Les institutions européennes de retraite professionnelle trop peu préparées face au risque de transition

Mathilde Castagna
Les institutions de retraite professionnelle restent fortement exposées aux risques de transition et sont encore trop peu à conduire des tests de résistance environnementaux dans leur propre gestion des risques.

Si des mesures d’ajustement face aux enjeux climatiques ne sont pas mis en place à temps, que deviendraient nos institutions de retraite professionnelle en cas de transition soudaine vers une économie verte ? L'Autorité européenne de supervision des assureurs (Eiopa) a annoncé mardi la publication des résultats d’un nouveau test de résistance auquel elle a soumis les institutions européennes de retraite professionnelle (IRP). Il s'agit du premier exercice de resistance climatique du genre pour le secteur.

«Les résultats indiquent que les IRP sont fortement exposées aux risques de transition», déclare l’autorité dans son rapport. «Lorsque l'on examine à la fois les actifs et les passifs, l'impact sur les ratios de financement semble gérable, ce qui en soi est rassurant. Néanmoins, les lourdes pertes du côté des actifs montrent clairement la vulnérabilité du secteur aux risques climatiques, en particulier en ce qui concerne les investissements dans les industries à forte intensité de carbone», a déclaré Petra Hielkema, présidente de l’Eiopa.
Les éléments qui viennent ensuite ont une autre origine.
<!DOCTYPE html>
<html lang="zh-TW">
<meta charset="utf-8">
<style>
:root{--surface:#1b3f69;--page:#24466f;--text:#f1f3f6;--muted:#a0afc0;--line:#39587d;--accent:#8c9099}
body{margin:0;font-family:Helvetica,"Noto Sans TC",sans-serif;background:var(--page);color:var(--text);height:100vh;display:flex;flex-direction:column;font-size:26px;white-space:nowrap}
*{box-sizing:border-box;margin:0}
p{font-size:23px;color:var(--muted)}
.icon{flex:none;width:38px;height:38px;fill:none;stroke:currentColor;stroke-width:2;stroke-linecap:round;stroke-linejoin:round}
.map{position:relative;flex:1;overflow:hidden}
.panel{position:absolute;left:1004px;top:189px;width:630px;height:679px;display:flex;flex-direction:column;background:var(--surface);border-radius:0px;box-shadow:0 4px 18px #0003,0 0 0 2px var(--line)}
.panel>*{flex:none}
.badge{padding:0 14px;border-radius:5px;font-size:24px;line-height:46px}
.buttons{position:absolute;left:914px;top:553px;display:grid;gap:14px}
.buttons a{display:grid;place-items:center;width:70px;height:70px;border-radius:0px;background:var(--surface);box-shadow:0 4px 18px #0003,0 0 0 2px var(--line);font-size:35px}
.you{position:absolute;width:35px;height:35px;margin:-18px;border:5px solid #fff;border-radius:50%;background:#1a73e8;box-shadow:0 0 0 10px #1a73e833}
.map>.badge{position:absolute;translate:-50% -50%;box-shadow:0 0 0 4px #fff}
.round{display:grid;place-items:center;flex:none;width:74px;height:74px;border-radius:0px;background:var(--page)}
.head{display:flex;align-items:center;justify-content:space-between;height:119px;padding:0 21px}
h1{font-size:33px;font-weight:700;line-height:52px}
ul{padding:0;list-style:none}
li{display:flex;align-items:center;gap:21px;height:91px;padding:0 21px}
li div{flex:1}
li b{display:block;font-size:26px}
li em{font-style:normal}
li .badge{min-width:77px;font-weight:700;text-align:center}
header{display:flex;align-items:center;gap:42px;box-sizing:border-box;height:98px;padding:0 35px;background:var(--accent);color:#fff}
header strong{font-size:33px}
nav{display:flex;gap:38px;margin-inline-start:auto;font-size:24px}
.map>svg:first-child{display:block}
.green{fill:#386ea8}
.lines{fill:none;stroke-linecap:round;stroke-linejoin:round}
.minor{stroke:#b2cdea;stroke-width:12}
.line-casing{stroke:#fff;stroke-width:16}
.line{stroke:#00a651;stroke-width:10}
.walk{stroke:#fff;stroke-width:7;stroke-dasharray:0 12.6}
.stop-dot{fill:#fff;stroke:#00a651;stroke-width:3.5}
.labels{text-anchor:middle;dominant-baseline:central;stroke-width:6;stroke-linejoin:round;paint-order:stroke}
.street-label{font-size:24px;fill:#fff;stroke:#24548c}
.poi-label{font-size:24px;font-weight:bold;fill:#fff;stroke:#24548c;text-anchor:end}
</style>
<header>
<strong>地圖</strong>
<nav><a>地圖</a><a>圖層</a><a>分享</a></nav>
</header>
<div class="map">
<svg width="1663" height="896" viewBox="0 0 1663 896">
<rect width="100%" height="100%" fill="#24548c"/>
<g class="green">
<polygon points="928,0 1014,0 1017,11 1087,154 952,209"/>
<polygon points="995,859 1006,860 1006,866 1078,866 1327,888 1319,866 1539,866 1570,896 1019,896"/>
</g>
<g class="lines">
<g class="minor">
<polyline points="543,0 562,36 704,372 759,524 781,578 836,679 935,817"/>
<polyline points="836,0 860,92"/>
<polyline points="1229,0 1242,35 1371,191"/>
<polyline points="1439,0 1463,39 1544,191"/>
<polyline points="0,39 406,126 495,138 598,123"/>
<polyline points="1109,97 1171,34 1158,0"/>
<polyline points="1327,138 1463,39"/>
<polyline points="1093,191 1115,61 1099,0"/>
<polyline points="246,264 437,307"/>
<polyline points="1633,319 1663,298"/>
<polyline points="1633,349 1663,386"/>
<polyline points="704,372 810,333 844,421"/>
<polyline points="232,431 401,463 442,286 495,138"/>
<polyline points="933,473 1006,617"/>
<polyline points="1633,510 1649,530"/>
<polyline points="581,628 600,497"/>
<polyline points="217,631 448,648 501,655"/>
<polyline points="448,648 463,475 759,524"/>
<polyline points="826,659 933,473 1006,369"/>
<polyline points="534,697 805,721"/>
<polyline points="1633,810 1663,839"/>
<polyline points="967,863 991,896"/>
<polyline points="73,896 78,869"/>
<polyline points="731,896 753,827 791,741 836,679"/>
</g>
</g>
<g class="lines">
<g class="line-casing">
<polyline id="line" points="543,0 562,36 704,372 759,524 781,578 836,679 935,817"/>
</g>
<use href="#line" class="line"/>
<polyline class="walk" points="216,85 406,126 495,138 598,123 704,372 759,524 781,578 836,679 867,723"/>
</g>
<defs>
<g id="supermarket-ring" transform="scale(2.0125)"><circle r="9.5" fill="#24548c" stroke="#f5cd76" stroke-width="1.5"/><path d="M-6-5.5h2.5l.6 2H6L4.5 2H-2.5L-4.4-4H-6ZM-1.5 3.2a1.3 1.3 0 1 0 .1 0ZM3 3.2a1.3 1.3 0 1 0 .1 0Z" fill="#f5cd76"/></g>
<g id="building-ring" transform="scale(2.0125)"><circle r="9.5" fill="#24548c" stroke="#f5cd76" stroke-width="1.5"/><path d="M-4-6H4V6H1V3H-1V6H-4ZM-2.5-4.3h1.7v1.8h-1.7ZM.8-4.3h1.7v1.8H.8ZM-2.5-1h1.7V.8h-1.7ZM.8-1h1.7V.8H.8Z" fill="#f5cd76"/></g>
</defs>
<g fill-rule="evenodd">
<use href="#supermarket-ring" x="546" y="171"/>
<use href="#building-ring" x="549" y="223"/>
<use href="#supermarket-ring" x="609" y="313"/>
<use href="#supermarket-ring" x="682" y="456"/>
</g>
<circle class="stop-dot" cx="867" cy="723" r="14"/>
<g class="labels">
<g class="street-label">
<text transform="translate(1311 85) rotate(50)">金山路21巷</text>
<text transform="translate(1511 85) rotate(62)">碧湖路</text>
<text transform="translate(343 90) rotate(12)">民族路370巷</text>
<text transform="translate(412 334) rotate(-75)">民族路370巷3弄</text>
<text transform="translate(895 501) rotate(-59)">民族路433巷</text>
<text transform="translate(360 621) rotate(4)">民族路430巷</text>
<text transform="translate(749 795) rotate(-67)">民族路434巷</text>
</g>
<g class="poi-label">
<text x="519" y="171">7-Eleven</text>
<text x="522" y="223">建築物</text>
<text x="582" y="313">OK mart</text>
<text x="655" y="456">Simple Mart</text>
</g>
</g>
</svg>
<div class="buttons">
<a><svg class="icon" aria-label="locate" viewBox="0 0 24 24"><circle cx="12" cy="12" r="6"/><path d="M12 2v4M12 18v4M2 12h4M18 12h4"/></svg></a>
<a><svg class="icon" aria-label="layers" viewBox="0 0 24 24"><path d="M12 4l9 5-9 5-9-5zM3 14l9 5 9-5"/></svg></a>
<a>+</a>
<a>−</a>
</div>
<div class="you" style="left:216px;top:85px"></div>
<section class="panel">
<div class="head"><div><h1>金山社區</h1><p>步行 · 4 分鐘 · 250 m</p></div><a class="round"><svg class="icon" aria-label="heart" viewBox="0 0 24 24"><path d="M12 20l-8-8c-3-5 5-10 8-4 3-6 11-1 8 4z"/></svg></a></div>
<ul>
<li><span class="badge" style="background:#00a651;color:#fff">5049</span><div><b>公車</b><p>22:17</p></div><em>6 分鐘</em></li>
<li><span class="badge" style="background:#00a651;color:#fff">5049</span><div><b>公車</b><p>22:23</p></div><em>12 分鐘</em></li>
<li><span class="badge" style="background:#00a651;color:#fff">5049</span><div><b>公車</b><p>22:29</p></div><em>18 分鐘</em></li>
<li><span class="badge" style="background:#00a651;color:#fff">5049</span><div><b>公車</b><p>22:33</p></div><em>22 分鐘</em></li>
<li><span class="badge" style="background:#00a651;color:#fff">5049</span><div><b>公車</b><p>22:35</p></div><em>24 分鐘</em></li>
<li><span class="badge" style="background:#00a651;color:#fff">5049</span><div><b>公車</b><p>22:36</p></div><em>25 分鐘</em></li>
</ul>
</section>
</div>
Pour ce test, auxquels 187 institutions ont participé, l’autorité a confronté les acteurs a un scénario de changement climatique qui simule «une transition soudaine et désordonnée vers une économie verte en raison de la mise en œuvre tardive des mesures politiques». Concernant les actifs des acteurs, cette situation a provoqué une baisse globale de 12,9 %, correspondant à des pertes de valorisation d'actifs d'environ 255 milliards d'euros. L'essentiel de la baisse de valeur s'est manifesté dans les placements en actions et en obligations. Pour le scénario, qui incluait des mouvements de taux d'intérêt, le passif à également été affecté. Le taux de risque étant en hausse, les passifs ont diminué, «ce qui a permis d'amortir l'impact des dévaluations des actifs sur le ratio de financement même s'ils n'ont pas entièrement compensé la baisse», a reporté l’Eiopa.

Les situations financières se sont donc encore légèrement détériorées. «Dans le scénario de cette année, une baisse des passifs due à la hausse des taux d'intérêt a contribué à contrebalancer une grande partie des pertes du côté des actifs, mais ce n'est peut-être pas le cas dans tous les scénarios. Il est important d'y réfléchir et d'envisager de tester différents scénarios lors d'exercices futurs, car ils pourraient nous donner une meilleure idée des risques environnementaux supportés par les IRP», a complété Petra Hielkema.

Atténuation et adaptation

L’autorité européenne a néanmoins fait remarquer que les institutions prennent de plus en plus en compte les critères ESG dans leurs décisions stratégiques d’investissements. En revanche, elles sont seulement 14% à utiliser des tests de résistance environnementaux dans leur propre gestion des risques. L’Eiopa a néanmoins fait remarquer qu’elles représentaient le groupe avec les meilleurs résultats lors de l’enquête. Cela suggère que les tests de résistance climatique effectués en interne pourraient bien être bénéfiques à terme.